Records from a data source
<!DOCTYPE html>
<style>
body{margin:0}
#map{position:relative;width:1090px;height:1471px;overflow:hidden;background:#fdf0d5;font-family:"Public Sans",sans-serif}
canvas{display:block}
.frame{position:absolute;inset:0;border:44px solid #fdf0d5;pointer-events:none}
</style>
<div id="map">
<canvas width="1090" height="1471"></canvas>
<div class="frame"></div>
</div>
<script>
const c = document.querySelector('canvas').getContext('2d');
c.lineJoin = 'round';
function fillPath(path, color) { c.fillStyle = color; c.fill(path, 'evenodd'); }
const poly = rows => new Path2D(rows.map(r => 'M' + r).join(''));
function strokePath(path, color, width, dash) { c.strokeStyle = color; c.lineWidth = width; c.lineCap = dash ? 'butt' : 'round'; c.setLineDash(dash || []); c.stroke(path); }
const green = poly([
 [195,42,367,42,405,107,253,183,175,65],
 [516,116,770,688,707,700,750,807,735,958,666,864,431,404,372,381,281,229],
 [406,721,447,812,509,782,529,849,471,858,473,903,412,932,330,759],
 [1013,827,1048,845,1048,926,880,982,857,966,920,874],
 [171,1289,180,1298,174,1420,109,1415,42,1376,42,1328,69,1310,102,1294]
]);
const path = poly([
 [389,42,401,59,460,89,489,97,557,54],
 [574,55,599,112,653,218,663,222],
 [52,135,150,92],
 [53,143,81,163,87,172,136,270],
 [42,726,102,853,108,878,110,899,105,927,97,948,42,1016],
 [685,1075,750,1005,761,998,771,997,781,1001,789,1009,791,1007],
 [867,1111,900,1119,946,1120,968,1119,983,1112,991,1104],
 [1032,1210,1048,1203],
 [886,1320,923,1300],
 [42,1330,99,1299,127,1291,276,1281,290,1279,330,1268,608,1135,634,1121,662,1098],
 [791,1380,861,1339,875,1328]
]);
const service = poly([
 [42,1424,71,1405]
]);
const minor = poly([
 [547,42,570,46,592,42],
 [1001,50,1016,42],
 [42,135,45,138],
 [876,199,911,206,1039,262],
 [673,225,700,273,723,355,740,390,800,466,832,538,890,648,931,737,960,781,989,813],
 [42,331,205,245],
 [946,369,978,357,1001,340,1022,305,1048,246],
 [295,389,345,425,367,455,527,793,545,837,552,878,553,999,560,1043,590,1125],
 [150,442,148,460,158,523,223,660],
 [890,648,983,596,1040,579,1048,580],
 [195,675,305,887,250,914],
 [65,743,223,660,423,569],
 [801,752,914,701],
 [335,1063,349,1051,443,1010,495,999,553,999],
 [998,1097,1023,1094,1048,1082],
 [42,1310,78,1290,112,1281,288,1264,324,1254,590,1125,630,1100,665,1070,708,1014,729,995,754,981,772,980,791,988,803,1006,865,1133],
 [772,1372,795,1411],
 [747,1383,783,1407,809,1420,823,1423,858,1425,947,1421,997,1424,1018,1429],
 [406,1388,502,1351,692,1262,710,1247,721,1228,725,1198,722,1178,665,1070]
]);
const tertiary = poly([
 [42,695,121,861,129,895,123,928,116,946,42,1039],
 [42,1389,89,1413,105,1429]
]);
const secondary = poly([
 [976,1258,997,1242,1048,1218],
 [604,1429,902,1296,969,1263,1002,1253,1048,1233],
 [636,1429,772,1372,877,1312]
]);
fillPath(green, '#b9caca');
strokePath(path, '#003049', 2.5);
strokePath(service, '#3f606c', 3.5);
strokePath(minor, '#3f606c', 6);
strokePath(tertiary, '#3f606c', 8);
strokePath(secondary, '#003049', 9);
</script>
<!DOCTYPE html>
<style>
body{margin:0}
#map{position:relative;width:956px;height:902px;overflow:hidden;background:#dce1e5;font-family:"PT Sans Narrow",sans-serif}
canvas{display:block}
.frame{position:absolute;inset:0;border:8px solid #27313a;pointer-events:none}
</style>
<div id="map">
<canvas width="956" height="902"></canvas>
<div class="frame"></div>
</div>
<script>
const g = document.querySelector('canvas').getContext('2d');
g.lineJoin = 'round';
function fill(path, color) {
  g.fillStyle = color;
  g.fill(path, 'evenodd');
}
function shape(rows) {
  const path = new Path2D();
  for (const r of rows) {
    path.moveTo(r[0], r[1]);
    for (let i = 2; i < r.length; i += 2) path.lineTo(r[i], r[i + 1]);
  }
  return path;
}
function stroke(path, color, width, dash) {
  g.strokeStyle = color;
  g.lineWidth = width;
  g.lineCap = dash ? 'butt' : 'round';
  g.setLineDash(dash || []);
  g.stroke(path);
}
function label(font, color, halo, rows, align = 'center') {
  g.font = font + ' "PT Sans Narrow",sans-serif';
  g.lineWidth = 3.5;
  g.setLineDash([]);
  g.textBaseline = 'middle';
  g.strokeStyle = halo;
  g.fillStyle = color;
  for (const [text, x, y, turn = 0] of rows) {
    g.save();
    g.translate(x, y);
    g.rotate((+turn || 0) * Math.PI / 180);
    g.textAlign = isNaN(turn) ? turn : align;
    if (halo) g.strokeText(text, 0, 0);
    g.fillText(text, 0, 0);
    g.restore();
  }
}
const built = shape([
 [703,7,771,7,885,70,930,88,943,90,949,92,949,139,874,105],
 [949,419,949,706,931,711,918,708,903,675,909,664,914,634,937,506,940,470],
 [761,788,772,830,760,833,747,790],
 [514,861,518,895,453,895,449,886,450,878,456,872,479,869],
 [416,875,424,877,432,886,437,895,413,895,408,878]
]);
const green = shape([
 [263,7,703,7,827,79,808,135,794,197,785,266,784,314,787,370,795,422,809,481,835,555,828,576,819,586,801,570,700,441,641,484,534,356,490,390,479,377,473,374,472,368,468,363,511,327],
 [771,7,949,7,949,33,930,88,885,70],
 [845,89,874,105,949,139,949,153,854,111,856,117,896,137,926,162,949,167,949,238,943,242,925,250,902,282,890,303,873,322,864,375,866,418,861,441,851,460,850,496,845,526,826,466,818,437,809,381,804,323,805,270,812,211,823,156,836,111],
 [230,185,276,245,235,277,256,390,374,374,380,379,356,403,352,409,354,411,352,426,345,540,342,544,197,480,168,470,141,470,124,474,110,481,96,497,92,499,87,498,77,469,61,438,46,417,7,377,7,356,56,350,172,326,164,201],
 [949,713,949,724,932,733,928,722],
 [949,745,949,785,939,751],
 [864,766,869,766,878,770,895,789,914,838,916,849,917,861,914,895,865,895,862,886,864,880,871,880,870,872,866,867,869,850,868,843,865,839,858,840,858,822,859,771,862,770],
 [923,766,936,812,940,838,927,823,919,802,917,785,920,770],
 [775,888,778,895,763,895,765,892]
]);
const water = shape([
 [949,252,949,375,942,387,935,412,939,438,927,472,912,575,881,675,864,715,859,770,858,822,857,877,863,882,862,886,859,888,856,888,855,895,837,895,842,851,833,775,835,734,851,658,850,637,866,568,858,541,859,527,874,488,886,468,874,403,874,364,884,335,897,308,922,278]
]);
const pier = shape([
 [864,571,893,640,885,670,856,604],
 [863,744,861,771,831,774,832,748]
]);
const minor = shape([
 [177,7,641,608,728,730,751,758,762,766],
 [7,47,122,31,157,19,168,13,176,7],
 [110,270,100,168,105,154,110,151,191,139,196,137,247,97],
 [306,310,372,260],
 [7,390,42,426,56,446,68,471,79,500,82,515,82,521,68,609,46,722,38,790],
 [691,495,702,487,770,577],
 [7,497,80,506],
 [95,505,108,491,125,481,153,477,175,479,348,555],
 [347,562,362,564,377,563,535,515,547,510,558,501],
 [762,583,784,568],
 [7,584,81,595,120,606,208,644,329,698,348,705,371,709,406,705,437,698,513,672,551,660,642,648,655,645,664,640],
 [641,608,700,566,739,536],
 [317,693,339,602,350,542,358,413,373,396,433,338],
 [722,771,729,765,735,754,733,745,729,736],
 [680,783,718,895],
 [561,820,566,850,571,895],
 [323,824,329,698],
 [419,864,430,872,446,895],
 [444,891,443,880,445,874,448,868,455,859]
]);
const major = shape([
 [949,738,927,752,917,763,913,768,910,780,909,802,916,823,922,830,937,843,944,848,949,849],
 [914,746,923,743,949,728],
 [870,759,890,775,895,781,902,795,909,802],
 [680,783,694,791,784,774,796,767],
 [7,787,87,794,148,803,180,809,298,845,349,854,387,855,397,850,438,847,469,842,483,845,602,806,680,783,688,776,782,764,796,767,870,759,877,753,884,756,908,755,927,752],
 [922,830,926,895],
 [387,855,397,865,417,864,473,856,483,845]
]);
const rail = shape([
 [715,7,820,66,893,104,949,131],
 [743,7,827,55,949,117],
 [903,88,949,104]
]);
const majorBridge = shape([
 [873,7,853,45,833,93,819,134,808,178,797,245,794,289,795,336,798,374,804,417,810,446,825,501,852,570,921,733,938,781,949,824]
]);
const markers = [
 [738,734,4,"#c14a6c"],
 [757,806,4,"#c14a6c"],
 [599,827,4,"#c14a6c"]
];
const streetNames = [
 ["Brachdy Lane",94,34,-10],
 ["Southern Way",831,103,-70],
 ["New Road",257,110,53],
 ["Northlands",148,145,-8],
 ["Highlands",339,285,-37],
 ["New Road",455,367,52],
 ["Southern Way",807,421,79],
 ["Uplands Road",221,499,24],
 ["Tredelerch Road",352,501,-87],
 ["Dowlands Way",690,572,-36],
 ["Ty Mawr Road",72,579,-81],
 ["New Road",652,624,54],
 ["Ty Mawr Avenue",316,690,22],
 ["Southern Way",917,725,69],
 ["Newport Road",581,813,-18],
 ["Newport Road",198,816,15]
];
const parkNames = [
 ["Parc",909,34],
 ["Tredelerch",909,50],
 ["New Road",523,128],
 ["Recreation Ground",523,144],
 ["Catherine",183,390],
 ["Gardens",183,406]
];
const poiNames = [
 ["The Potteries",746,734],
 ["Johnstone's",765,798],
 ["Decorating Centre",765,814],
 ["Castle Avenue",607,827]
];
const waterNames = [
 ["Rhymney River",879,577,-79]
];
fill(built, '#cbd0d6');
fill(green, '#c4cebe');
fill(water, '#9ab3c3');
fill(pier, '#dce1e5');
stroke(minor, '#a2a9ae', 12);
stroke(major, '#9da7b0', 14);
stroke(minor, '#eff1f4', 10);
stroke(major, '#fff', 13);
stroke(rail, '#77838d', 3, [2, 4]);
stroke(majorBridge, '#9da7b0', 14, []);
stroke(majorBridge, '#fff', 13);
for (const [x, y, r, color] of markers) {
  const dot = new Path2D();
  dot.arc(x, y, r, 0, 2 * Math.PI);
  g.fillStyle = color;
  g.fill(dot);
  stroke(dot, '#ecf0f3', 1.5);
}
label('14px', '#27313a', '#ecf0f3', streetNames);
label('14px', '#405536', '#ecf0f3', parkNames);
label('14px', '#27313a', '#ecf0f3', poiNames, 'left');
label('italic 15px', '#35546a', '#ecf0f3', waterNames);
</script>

§ **TASK DESCRIPTION**:
From the records above, reproduce exactly the lines from the one with "for (const r" to the one with "g.setLineDash([]);", both included, and no others.

§ **RESPONSE TO THE EXERCISE**:
  for (const r of rows) {
    path.moveTo(r[0], r[1]);
    for (let i = 2; i < r.length; i += 2) path.lineTo(r[i], r[i + 1]);
  }
  return path;
}
function stroke(path, color, width, dash) {
  g.strokeStyle = color;
  g.lineWidth = width;
  g.lineCap = dash ? 'butt' : 'round';
  g.setLineDash(dash || []);
  g.stroke(path);
}
function label(font, color, halo, rows, align = 'center') {
  g.font = font + ' "PT Sans Narrow",sans-serif';
  g.lineWidth = 3.5;
  g.setLineDash([]);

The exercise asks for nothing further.